Exercise prompt ::
Return each entry below word for word, leaving out any image.

Dataset extract ::
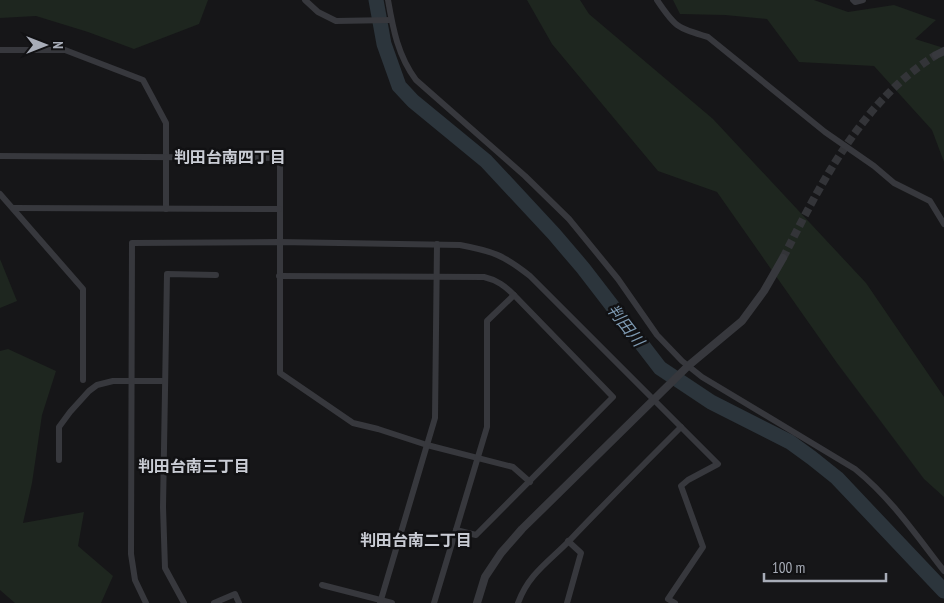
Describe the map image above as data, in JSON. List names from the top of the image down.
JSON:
{
  "districts": ["判田台南四丁目", "判田台南三丁目", "判田台南二丁目"],
  "water": ["判田川"],
  "scale_bar": "100 m",
  "north": "right"
}
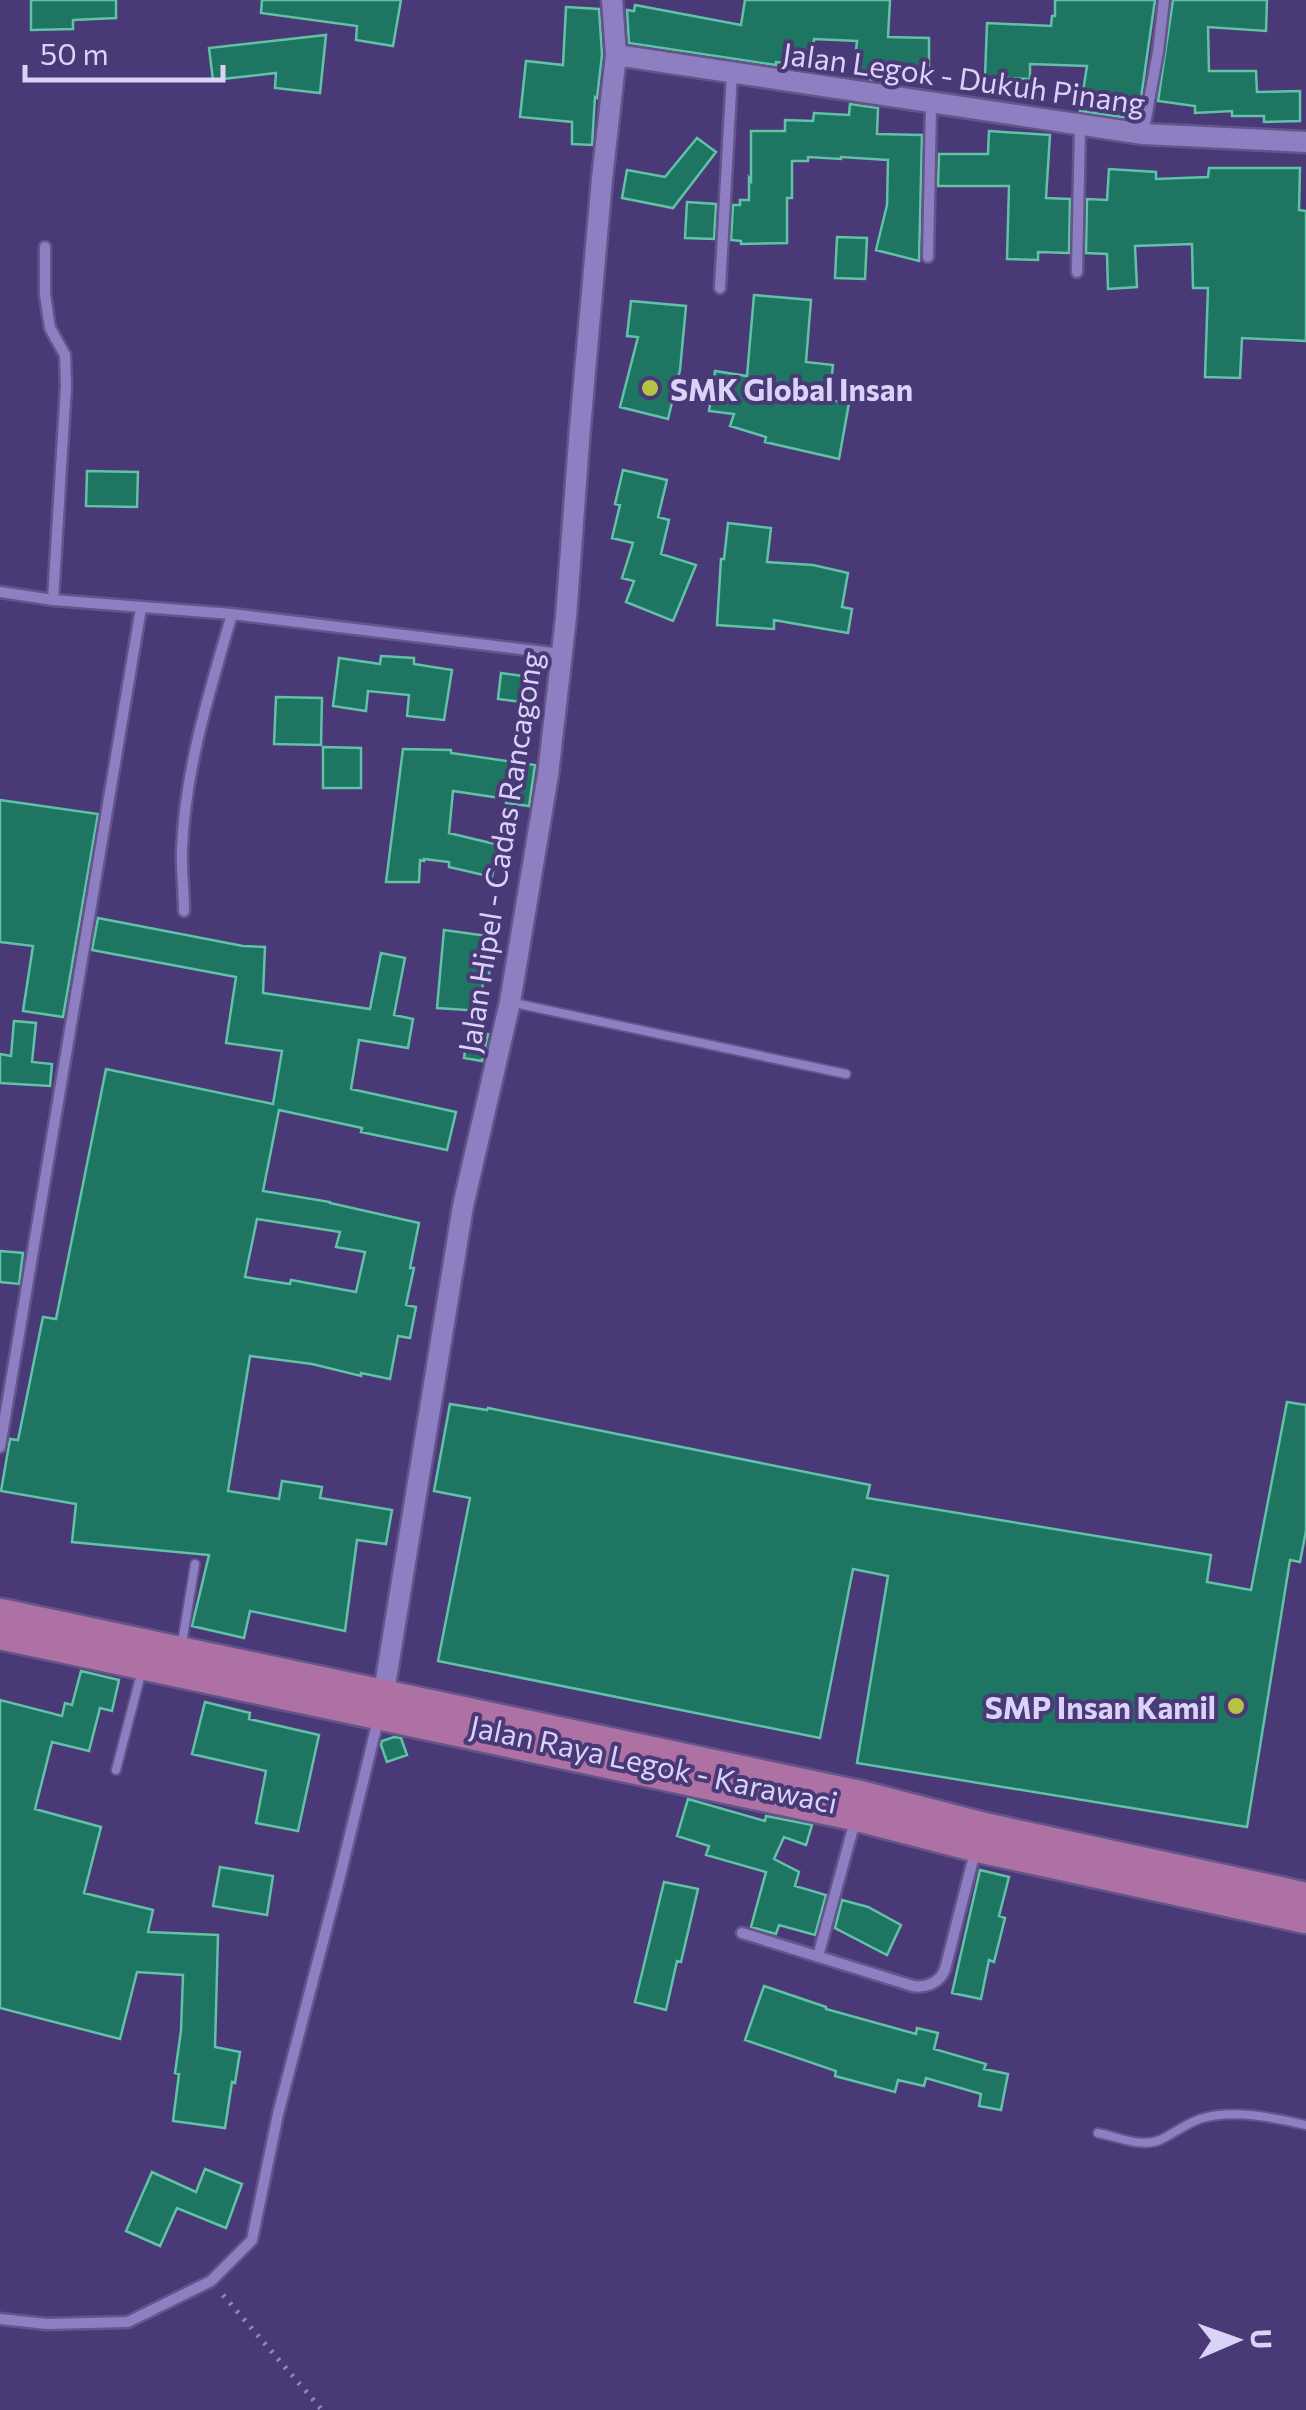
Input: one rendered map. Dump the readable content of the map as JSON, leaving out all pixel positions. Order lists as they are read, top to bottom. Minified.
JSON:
{"streets":{"main road":["Jalan Raya Legok - Karawaci"],"street":["Jalan Legok - Dukuh Pinang","Jalan Hipel - Cadas Rancagong"]},"crossings":[["Jalan Legok - Dukuh Pinang","Jalan Hipel - Cadas Rancagong"],["Jalan Hipel - Cadas Rancagong","Jalan Raya Legok - Karawaci"]],"places":["SMK Global Insan","SMP Insan Kamil"],"scale_bar":"50 m","north":"right"}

Reply to the task ::
Describe the map image above as data, in JSON. List names from the top of the image down.
JSON:
{
  "districts": ["判田台南四丁目", "判田台南三丁目", "判田台南二丁目"],
  "water": ["判田川"],
  "scale_bar": "100 m",
  "north": "right"
}
Input: one rendered map. Dump the readable content of the map as JSON, leaving out all pixel positions. Order lists as they are read, top to bottom. Minified.
JSON:
{"streets":{"main road":["Jalan Raya Legok - Karawaci"],"street":["Jalan Legok - Dukuh Pinang","Jalan Hipel - Cadas Rancagong"]},"crossings":[["Jalan Legok - Dukuh Pinang","Jalan Hipel - Cadas Rancagong"],["Jalan Hipel - Cadas Rancagong","Jalan Raya Legok - Karawaci"]],"places":["SMK Global Insan","SMP Insan Kamil"],"scale_bar":"50 m","north":"right"}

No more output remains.